La corrupción privatiza los bienes comunes. Sin embargo, en contextos como los nuestros es sumamente difícil organizar el espacio público sin acordar una idea relativamente compartida sobre qué son o deberían ser los bienes comunes. Mientras esto permanezca, solo estamos promoviendo una creciente desconfianza hacia las instituciones públicas, llegando a niveles como el nuestro en donde prácticamente es imposible organizar un mínimo de gobernanza.
Todo ello genera un círculo vicioso, que acrecienta cada vez más la desinstitucionalidad y, por ende, cualquier esbozo de democracia que quiera construirse. Peor aún, esta desinstitucionalidad socava las bases mismas de cualquier intento de garantizar derechos a la población y este, tal vez, es el efecto más dañino que provoca la corrupción.

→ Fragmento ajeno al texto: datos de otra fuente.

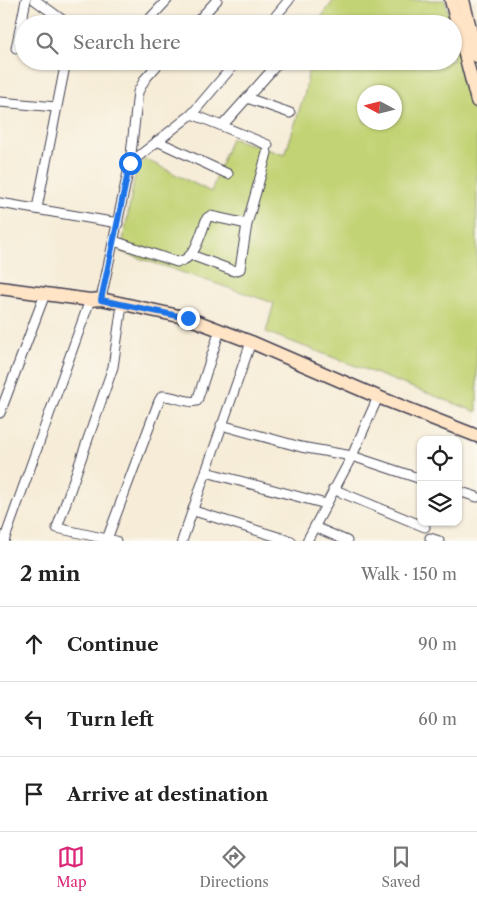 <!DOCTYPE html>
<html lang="en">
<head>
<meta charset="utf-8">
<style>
  :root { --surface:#fff; --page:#f2f2f2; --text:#222; --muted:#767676; --line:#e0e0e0; --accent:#db2777 }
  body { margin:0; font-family:"Libre Caslon Text",serif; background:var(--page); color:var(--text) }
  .controls { position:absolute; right:15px; bottom:15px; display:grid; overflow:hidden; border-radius:10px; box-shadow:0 1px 4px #0004 }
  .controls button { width:45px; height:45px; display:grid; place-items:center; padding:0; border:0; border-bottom:1px solid var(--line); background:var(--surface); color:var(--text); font:25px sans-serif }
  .compass { position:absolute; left:357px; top:85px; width:45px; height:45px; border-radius:50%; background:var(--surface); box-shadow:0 1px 4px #0004; rotate:277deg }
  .stop { position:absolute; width:15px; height:15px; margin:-11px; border:4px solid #1a73e8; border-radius:50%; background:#fff }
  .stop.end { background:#1a73e8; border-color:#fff; box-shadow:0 1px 5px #0008 }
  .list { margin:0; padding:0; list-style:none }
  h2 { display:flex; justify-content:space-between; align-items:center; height:65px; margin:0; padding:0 20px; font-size:21px }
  h2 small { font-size:16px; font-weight:400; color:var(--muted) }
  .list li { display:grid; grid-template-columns:32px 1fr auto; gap:15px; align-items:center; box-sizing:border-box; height:75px; padding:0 20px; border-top:1px solid var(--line) }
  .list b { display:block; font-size:19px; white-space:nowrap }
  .list em { font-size:16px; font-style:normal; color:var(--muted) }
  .icon { flex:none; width:28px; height:28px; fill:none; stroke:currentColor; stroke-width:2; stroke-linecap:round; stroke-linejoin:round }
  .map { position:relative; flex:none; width:477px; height:541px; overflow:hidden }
  .search { position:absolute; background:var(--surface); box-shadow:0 1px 4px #0004; left:15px; right:15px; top:15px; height:55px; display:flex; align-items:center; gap:12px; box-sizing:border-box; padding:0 18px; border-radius:28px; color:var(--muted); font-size:19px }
  .sheet { height:290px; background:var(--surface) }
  nav { display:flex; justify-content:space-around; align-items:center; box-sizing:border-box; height:70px; border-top:1px solid var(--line); background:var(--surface); font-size:14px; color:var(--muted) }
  nav a { display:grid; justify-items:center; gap:2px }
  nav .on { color:var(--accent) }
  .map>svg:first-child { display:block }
  .green { fill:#c2d375; stroke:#727a58; fill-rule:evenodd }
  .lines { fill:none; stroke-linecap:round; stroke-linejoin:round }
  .street-casing { stroke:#424052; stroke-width:11 }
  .secondary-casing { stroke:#424052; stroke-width:15 }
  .street { stroke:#fff; stroke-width:9 }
  .secondary { stroke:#ffe4c6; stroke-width:12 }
  .route { stroke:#1a73e8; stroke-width:6 }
</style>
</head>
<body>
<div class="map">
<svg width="477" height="541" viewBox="0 0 477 541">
  <rect width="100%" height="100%" fill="#fbf7ec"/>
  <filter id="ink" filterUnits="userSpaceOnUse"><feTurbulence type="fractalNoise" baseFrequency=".02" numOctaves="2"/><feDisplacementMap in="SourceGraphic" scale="10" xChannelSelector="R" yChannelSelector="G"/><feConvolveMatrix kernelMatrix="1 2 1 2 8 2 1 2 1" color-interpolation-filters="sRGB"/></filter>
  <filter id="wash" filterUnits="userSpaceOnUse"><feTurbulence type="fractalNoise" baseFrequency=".0096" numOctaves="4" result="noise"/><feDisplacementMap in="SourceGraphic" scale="20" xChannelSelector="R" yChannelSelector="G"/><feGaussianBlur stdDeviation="1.12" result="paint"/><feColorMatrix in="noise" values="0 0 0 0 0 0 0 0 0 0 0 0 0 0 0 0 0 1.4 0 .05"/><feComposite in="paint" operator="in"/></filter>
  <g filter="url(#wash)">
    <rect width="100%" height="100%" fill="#f6ecd7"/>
    <!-- green -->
    <g class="green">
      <polygon points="334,0 445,0 451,24 316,24"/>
      <path d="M453,30L477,119V412L266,332L274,303L121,252L136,170L145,159L211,192L231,138L285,155L305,92L310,61H453ZM364,92H394V122H364Z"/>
    </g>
  </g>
  <g filter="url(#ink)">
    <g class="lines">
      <!-- street casing -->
      <g class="street-casing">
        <g id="street">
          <polyline points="35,0 68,24"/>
          <polyline points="145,24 167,0"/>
          <polyline points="195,24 217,0"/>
          <polyline points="269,24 289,0"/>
          <polyline points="16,48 26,0"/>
          <polyline points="247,98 290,113"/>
          <polyline points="0,102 56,107"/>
          <polyline points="192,114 222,126 280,61"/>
          <polyline points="222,126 268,145"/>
          <polyline points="157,141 228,174"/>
          <polyline points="130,163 192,114 237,61"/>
          <polyline points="0,203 118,223"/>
          <polyline points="37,208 66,61"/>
          <path d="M114,241L177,262C196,260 200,234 207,218L210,216L247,224"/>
          <polyline points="191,255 234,271 240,269 247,224 267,153"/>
          <polyline points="101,299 130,163 138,92 145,79 161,61"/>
          <polyline points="0,413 45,294"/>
          <polyline points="221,425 301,447 352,456 421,479"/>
          <polyline points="206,472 326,504"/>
          <polyline points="333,489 425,527"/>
          <polyline points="458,491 477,497"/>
          <polyline points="194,511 291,541"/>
          <polyline points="315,527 347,541"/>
          <polyline points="430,538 439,541"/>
          <path d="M107,539L159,401L162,396C174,395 186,404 197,401L220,330"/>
          <polyline points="4,541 90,300"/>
          <polyline points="116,541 57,528 113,367 122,305"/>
          <polyline points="182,541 251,342"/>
          <polyline points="307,541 352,456 378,397"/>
        </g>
      </g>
      <!-- secondary casing -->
      <g class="secondary-casing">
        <g id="secondary">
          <polyline points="451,0 477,101"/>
          <polyline points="463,0 477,56"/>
          <polyline points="0,288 90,300 101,299 188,318 251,342 378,397 477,436"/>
        </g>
      </g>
      <!-- street -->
      <use href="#street" class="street"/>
      <!-- secondary -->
      <use href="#secondary" class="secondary"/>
    </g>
  </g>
  <g class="lines" filter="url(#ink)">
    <!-- route -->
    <polyline class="route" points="130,163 101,300 188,318"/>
  </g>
</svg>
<div class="controls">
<button><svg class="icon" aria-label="locate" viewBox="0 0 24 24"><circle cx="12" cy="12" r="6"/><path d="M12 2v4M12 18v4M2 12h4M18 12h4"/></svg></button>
<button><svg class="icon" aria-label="layers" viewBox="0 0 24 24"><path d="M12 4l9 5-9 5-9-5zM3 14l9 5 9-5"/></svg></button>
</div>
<svg class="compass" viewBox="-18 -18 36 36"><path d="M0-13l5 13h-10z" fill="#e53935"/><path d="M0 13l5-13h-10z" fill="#767676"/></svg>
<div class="stop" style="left:130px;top:163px"></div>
<div class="stop end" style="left:188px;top:318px"></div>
<div class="search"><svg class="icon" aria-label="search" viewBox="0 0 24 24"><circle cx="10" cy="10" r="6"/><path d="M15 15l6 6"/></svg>Search here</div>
</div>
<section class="sheet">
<h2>2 min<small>Walk · 150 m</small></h2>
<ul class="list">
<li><svg class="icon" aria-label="ahead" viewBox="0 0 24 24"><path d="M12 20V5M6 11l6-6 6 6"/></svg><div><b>Continue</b></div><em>90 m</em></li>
<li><svg class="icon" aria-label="left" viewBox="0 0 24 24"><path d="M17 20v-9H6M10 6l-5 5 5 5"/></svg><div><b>Turn left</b></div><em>60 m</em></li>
<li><svg class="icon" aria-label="arrive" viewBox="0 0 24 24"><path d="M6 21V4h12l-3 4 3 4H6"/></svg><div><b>Arrive at destination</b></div></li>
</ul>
</section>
<nav>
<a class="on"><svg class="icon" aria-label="map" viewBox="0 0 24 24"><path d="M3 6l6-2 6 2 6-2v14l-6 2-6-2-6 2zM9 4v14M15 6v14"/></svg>Map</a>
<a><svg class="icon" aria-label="directions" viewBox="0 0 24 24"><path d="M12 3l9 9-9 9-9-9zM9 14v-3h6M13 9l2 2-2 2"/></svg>Directions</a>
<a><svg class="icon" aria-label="saved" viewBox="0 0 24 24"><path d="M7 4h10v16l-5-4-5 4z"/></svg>Saved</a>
</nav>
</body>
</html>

Sin embargo, parece que se quisiera que miremos la corrupción como un asunto exclusivamente judicial o como un factor que impide la eficacia y eficiencia de la gestión. Desde el ciudadano, la interpelación debería ser que la corrupción nos deja expuesto a cualquier arbitrariedad, limita nuestros derechos y abona el terreno para generar autoritarismo.
A partir de la década del 80 del siglo pasado se visibiliza que llegar a ser Presidente de la República del Perú, ser Ministro de Estado, ser congresista y funcionarios de alto nivel, se ha convertido en un vil negocio rentable en contra del país, es vez de gobernar para el desarrollo y de lograr una mejor calidad de vida para todos los peruanos, ésta se haya convertido en una esperanza inalcanzable. Lo dicho se sustenta por todas las denuncias existentes sobre el primer y segundo gobiernos de García Pérez, Fujimori, Toledo, Humala. PPK y también parece estar enlodándose el actual gobierno. ¿Qué hacer frente a esta situación concreta que vive el país?
La experiencia en el mundo aconseja a refundar la república, el ejemplo de Francia está a la vista, esa refundación se hace a través de una Nueva Constitución, en el caso peruano eso es más que elocuente.